Christina Schweinberger: Ich weiß es nicht. Ich bin das jetzt öfter gefragt worden. Ich habe keine Erklärung. Meine Schwester und ich arbeiten gleich hart. Mein Team Fenix-Deceuninck hat ­sicher einen Anteil daran. Als ich im Herbst 2021 kein Team hatte, haben sie mir die Chance gegeben. Ich war dankbar und wollte beweisen, dass ich es wert war. Und ich bin im vergangenen Winter endlich einmal gesund geblieben. Es ist einfach alles zusammengekommen. Ich hoffe, es geht jetzt so weiter.

TOUR: Es ging gleich gut weiter. In der Schlussrunde des WM-Straßenrennens lagen Sie zwölf Kilometer vor dem Ziel nach einer Attacke an der Spitze. Was geht einem in so einem Moment durch den Kopf?

Christina Schweinberger: In der Situation war ich vorher noch nie. Der dritte Platz im Zeitfahren war sicher mega viel Motivation und hat mir die Sicherheit gegeben, dass die Form passt. Ich war total glücklich, dass ich es in die letzte Runde geschafft habe mit den sechs Fahrerinnen in der ersten Gruppe. Ich wollte etwas probieren, das hatten wir so im Team abgesprochen.

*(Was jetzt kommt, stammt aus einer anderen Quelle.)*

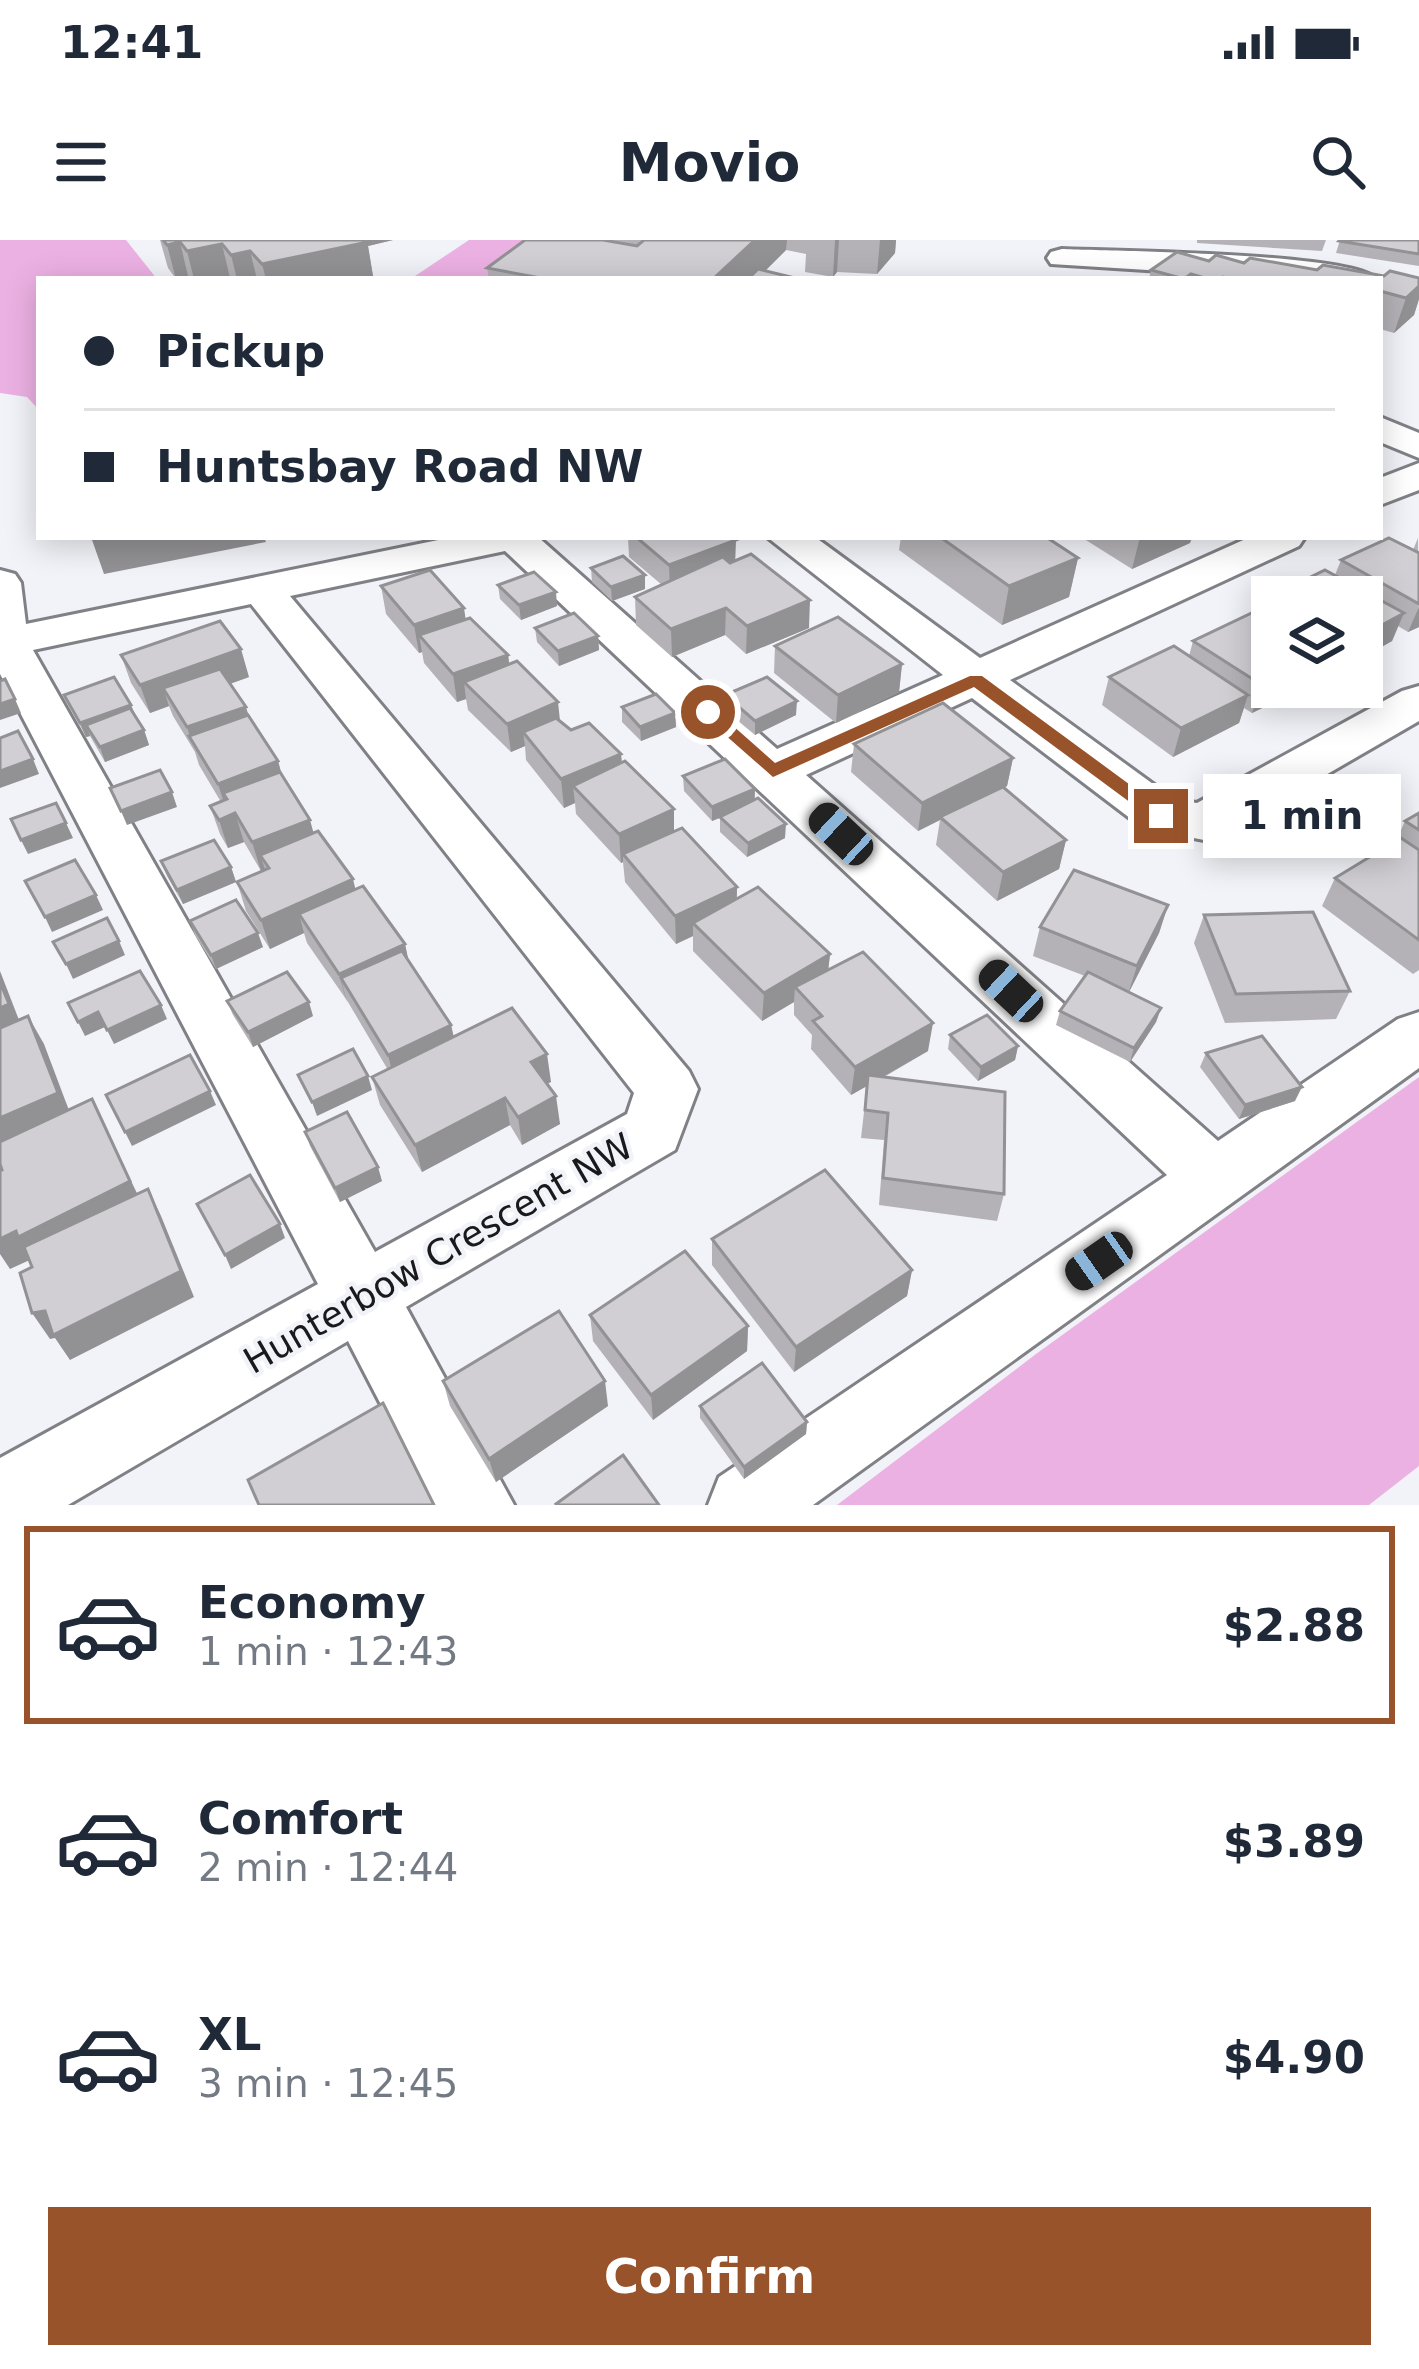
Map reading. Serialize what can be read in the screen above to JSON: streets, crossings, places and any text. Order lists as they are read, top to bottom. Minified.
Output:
{"streets":{"street":["Hunterbow Crescent NW"]},"page":{"status":"12:41","header":"Movio","banner":["Pickup","Huntsbay Road NW"],"bubble":"1 min","list":[{"name":"Economy","note":"1 min · 12:43","value":"$2.88"},{"name":"Comfort","note":"2 min · 12:44","value":"$3.89"},{"name":"XL","note":"3 min · 12:45","value":"$4.90"}],"buttons":"Confirm"}}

Ich bin auf Sieg gefahren – auf etwas ganz Großes.



TOUR: Am Ende wurden Sie Fünfte – hätten Sie etwas ­besser machen können?

Christina Schweinberger: Ich bereue nicht, dass ich etwas probiert habe. Im Ziel war ein bisschen Enttäuschung dabei, dass es sich mit einer Medaille nicht mehr ausgegangen ist. Aber generell bin ich stolz auf mein Rennen und zufrieden.

TOUR: Am Ende lagen Sie 34 Sekunden hinter Siegerin Lotte Kopecky. Was sagen Sie zur neuen Weltmeisterin?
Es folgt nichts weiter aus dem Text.